El ímpetu del momento les condujo de nuevo a una desordenada sucesión de décadas: Gandhi, Guerra Fría, Juan Pablo II, migración hacia las ciudades, Einstein, Copas de Europa, Kennedy, los Beatles, caída del Muro de Berlín, Marilyn, Chaplin… Hasta que María sugirió, de improviso:
—Gíralo del todo hacia la derecha… Cuanto sea posible.
EL zumbido cronológico marchó entonces firme, hasta que una barrera insondable ralentizó el escenario final, de inescrutable tecnología en la comunicación; pero a la vez, de crisis económica y deterioro ambiental.
—¡Oh! Siglo XXI… Año 2020… La rueda no avanza más. —recalcó él.
Y fue al escuchar voces de confinamiento impuesto, cuando la mujer suspiró resignada:
—Nosotros habremos desaparecido. Pero quienes ocupen este planeta deberán luchar por defender su libertad ante las decisiones de los poderosos. Que nunca se dejen proteger por ellos.

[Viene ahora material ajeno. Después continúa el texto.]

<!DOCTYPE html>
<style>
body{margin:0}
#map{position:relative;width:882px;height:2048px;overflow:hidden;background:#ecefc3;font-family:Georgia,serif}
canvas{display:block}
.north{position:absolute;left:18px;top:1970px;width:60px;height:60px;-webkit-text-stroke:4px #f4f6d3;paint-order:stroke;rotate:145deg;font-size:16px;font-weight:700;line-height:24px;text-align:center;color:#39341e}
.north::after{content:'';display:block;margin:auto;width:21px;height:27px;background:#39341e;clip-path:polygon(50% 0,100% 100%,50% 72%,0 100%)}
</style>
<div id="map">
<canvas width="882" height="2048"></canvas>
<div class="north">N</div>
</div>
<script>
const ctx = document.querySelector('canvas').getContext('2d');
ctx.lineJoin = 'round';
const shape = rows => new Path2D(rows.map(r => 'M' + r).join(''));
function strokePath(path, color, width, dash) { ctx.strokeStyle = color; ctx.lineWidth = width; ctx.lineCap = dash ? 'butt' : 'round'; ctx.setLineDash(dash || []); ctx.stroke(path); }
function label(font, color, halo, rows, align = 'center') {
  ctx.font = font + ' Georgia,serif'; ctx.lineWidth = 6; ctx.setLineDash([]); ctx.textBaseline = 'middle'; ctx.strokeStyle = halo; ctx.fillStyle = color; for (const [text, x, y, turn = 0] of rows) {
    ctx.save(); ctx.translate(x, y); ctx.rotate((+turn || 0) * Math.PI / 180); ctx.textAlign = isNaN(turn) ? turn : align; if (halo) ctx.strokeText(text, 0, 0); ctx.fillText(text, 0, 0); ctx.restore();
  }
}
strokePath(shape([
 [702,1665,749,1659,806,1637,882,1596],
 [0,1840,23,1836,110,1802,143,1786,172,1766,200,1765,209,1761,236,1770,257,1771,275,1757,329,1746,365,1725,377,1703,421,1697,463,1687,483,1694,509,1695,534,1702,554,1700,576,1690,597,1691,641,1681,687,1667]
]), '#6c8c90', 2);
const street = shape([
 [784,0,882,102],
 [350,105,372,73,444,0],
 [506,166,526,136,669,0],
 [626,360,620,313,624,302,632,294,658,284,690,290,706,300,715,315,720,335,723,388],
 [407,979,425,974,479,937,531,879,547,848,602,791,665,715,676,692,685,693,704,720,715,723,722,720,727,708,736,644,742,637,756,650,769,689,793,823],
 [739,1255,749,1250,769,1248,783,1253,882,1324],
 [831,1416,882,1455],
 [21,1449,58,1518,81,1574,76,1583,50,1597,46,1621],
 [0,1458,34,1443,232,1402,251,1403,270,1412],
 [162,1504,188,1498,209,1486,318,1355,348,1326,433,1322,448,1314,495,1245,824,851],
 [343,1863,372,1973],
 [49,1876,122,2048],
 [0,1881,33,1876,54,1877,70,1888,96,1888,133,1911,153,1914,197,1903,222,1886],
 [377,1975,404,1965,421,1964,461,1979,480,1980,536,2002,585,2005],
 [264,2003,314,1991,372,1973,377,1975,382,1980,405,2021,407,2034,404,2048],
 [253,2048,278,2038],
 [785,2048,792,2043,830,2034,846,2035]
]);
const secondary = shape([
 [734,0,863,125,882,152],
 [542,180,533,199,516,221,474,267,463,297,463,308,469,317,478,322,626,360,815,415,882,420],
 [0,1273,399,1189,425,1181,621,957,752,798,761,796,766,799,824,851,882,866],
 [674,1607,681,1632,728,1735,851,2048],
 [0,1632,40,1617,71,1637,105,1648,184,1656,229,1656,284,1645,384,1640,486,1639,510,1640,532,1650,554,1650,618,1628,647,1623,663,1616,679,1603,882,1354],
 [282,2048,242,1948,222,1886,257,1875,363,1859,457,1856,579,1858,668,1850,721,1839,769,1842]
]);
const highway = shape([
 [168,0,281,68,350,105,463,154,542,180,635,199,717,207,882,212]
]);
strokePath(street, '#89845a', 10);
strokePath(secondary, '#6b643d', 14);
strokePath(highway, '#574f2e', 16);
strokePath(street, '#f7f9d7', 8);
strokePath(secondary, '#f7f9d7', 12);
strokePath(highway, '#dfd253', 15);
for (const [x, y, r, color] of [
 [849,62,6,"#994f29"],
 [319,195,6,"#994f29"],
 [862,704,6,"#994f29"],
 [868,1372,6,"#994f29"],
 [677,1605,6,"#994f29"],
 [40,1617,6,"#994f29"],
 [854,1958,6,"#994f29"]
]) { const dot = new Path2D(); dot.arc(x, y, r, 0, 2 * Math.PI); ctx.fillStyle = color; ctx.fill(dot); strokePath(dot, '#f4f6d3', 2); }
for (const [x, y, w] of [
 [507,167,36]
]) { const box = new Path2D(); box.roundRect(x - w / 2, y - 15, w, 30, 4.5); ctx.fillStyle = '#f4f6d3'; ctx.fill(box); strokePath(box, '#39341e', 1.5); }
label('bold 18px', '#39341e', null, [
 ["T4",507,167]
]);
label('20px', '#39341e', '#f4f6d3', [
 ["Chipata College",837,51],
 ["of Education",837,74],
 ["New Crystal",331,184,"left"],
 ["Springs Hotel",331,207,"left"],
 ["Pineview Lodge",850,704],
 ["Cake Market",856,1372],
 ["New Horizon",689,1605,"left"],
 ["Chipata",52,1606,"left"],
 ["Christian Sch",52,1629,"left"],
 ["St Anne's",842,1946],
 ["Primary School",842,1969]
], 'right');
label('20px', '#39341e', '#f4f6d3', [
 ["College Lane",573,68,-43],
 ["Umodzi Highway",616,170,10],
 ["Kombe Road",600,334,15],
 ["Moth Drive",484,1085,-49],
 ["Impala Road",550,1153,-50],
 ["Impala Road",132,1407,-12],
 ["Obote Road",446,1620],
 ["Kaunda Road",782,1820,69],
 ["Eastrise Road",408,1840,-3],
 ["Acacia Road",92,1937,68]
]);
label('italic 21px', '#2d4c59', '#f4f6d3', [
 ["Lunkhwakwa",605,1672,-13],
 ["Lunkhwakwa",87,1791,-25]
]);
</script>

Ambos meditaron, bajo el brillo de sus ojos.
Una hora más tarde, habían culminado un ritual reforzado de brindis, humo perfumado y contemplación mutua, entre el espaciado discurrir de las ruedecillas. Los párpados se rendían ante Morfeo, bajo la ya confusa manifestación sonora de última generación…
Se despertaron mientras las luces del día invadían el salón urbano. Había varias botellas de vino vacías, rodeadas de colillas con restos de cannabis. Y presidiendo la estancia, se alzaba silenciosa la radio que María había regalado a Teo, destinada a formar parte de su colección de reliquias.
Con la lucidez recuperada, bogaba en el aire la huella de un documental sobre aconteceres del pasado siglo XX, hasta llegar a la época actual; ecos percibidos durante el éxtasis de la noche, mientras el volumen del televisor traspasaba las paredes del vecino… Eran conscientes de no haberse adelantado a los tiempos mediante la magia de las ondas; mas afloraba en ellos el recuerdo vivaz de una aldea norteña del pasado llamada Whisla, donde nadie debía recluirse en su casa, protegido de cualquier virus impuesto.